Secondary outcomes for gastric bypass vs. medical therapy:

  • Remission of HTN: 51% vs. 0%, p < 0.05
  • BMI: 26.8 vs. 36.3 kg/m2, p < 0.001
  • Waist circumference: 86.9 vs. 109.8 cm, p < 0.001
  • Fasting plasma glucose: 84 vs. 98.4 mg/dl, p < 0.001
  • Low-density lipoprotein cholesterol (LDL-C): 86.9 vs. 116.5 mg/dl, p < 0.001
  • 10-year FRS: 4.5 vs. 6.8%, p = 0.04
  • Mortality: 0 vs. 0
  • Rehospitalization: 12% vs. 0%, p = 0.03
  • Anemia: 20% vs. 10%, p = 0.23

Three-year outcomes: The primary outcome for gastric bypass vs. medical therapy was: 72.7% vs. 12.5%, incidence rate ratio 5.82; p < 0.0001. Remission of HTN: 40.9% vs. 2.1%, p < 0.0001; BMI: 26.8 vs. 36.3 kg/m2, p < 0.001; hemoglobin A1c: 5.2% vs. 5.7%, p < 0.001; LDL-C: 85.2 vs. 129.3 mg/dl, p < 0.001.

Interpretation:

The results of this trial indicate that gastric bypass surgery results in significantly better BP control compared with medical therapy alone among middle-aged obese patients with HTN. More than one-half of the patients in the gastric bypass arm were no longer hypertensive at 1 year of follow-up. There were also salutary effects on metabolic parameters, including glucose and cholesterol control; the trial was not powered to assess clinical endpoints. These effects were sustained out to 3 years of follow-up. Nutritional deficiencies including anemia and low vitamin B12 levels were more common among patients undergoing gastric bypass surgery.

This is an interesting trial. Of nearly 1,500 patients that were screened, only 100 patients were enrolled, suggesting that generalizability may be an issue. Longer-term follow-up of these patients is also important since the effects of bariatric surgery can wane over time (results appear fairly robust out to 3 years). Similar benefits were noted for glycemic control among obese patients in the STAMPEDE trial.

References:

Schiavon CA, Bhatt DL, Ikeoka D, et al. Three-Year Outcomes of Bariatric Surgery in Patients With Obesity and Hypertension: A Randomized Clinical Trial. Ann Intern Med 2020;173:685-93.

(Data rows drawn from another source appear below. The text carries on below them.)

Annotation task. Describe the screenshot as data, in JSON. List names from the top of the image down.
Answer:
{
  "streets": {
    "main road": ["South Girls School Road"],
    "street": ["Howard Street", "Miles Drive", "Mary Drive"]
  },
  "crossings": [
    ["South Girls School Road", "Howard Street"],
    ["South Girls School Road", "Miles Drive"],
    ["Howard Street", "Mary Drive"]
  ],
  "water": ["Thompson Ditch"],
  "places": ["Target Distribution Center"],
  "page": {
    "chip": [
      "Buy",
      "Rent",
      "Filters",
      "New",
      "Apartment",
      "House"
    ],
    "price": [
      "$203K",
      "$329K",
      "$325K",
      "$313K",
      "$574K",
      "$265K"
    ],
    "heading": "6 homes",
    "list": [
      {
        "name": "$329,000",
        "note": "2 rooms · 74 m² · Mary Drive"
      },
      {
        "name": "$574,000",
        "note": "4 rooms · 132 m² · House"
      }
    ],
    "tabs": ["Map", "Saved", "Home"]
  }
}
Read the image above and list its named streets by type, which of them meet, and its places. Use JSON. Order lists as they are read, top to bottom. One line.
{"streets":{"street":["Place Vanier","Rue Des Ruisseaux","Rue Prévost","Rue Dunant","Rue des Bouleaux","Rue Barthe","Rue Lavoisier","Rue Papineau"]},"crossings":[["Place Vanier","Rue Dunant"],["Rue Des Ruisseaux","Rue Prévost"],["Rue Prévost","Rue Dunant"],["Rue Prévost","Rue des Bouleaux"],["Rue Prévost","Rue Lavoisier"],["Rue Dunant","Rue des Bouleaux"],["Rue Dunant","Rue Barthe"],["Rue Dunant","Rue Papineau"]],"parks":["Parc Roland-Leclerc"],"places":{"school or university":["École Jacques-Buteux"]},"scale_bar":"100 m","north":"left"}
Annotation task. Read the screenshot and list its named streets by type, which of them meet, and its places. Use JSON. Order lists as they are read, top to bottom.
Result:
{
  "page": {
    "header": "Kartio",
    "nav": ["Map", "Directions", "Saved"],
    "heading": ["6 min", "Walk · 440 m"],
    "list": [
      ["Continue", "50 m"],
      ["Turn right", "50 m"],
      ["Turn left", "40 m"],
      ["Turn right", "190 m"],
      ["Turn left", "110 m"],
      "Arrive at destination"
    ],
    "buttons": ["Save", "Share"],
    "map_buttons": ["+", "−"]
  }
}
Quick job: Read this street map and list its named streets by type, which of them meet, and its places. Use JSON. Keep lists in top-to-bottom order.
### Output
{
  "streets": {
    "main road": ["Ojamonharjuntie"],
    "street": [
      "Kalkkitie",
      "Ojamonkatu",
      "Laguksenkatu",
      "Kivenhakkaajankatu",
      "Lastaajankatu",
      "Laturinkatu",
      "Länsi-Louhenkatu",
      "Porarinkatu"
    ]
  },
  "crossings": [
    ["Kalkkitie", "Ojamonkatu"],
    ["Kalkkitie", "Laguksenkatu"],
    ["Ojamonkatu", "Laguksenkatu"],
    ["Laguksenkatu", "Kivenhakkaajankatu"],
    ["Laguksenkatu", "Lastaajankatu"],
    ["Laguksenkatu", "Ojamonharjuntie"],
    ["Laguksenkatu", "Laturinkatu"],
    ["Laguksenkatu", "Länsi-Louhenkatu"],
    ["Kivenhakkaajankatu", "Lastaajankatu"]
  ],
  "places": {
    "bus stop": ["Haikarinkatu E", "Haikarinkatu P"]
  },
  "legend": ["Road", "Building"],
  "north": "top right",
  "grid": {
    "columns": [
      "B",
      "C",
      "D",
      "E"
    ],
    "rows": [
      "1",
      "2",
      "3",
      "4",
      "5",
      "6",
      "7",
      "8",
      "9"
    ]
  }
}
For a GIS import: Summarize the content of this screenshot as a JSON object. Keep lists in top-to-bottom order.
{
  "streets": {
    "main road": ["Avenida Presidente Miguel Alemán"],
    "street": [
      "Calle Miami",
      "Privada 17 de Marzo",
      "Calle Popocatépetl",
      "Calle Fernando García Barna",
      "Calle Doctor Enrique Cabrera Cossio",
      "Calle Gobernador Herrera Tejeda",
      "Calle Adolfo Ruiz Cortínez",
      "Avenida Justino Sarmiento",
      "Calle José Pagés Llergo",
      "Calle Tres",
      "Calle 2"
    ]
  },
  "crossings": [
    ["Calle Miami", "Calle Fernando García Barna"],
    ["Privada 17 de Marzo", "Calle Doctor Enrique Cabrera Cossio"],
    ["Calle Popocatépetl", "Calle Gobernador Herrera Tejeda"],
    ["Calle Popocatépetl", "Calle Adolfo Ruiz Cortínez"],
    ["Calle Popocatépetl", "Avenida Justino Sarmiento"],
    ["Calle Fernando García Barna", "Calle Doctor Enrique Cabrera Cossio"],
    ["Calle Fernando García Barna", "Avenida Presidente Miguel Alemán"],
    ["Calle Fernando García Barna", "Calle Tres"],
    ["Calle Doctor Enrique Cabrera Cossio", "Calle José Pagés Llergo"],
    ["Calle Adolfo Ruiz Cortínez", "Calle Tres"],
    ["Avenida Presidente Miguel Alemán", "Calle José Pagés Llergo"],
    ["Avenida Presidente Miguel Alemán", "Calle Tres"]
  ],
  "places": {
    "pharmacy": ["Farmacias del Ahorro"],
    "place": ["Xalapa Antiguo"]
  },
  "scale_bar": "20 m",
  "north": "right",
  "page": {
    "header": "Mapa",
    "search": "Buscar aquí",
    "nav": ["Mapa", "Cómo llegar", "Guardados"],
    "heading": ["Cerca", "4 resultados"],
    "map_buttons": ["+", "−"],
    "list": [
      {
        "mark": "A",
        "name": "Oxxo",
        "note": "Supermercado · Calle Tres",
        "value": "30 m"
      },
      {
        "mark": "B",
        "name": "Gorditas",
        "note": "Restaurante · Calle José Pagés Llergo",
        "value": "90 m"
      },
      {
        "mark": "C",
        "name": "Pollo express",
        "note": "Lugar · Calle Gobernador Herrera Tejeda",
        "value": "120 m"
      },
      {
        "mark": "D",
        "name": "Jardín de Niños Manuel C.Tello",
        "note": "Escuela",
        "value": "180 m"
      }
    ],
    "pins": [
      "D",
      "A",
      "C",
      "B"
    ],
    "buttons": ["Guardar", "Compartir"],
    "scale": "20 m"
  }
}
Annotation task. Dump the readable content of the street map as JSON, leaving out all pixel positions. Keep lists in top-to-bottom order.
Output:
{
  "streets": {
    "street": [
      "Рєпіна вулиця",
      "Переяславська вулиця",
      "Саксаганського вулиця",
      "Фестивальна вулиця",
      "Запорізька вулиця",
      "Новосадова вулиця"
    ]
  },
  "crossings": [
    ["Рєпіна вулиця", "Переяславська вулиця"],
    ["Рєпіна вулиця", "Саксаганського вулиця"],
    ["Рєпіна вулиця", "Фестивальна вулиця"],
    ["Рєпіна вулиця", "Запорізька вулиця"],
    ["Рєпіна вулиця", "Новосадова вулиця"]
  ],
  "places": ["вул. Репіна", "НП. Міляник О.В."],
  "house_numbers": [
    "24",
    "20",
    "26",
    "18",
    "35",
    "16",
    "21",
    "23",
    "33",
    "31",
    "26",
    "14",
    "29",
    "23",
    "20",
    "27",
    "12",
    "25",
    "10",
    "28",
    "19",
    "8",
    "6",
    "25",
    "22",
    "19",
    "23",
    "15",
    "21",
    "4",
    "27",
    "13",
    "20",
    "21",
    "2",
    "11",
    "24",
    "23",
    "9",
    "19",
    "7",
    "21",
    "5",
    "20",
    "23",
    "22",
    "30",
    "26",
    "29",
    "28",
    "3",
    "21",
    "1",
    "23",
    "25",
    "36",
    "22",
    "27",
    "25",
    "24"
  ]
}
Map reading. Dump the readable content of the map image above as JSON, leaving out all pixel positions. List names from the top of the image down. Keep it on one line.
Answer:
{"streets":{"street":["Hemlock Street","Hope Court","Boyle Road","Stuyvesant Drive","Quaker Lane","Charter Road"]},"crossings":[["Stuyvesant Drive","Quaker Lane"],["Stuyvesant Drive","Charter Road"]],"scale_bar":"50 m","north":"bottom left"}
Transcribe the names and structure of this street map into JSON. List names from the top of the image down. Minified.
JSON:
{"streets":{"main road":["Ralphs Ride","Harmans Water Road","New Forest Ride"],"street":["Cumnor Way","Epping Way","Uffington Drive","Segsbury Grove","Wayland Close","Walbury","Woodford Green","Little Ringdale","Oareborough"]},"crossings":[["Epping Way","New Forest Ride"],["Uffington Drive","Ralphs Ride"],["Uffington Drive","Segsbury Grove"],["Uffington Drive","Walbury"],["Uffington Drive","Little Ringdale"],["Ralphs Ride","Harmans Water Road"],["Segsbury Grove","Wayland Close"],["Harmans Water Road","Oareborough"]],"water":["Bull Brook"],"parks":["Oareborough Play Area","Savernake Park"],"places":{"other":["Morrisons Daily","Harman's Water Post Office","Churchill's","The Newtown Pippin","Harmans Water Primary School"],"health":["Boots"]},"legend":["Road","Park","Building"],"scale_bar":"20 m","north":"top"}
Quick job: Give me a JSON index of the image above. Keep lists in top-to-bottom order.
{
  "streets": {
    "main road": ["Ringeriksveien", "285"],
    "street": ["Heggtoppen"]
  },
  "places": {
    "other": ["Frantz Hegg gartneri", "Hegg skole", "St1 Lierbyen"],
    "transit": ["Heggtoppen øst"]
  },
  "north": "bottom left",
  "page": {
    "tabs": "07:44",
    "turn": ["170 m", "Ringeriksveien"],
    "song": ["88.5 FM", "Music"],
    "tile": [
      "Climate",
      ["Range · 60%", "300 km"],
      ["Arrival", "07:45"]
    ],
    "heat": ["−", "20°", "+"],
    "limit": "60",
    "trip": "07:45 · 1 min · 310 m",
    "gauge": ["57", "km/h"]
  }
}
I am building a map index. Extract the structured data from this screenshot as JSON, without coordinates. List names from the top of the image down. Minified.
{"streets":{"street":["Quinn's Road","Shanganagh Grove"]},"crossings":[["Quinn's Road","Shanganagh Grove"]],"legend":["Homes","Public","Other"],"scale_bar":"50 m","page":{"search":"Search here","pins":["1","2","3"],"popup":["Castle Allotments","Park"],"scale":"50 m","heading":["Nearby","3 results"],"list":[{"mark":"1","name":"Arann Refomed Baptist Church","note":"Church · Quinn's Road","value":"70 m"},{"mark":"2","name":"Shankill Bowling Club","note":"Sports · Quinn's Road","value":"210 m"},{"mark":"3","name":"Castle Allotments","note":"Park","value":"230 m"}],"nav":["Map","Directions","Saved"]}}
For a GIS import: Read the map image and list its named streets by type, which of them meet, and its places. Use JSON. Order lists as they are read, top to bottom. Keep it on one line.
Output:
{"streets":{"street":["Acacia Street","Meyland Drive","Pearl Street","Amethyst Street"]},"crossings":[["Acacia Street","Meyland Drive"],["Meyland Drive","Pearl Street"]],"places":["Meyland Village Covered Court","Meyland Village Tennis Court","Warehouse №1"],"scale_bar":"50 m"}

Editorial Comment: Wee CC. Bariatric Surgery for Patients With Obesity: The Earlier the Better? Ann Intern Med 2020;173:758-9.

Presented by Dr. Carlos A. Schiavon at the American Heart Association Annual Scientific Sessions (AHA 2019), Philadelphia, PA, November 17, 2019.

Schiavon CA, Bersch-Ferreira AC, Santucci EV, et al. Effects of Bariatric Surgery in Obese Patients With Hypertension: The GATEWAY Randomized Trial (Gastric Bypass to Treat Obese Patients With Steady Hypertension). Circulation 2018;137:1132-42.

Presented by Dr. Carlos A. Schiavon at the American Heart Association Annual Scientific Sessions (AHA 2017), Anaheim, CA, November 13, 2017.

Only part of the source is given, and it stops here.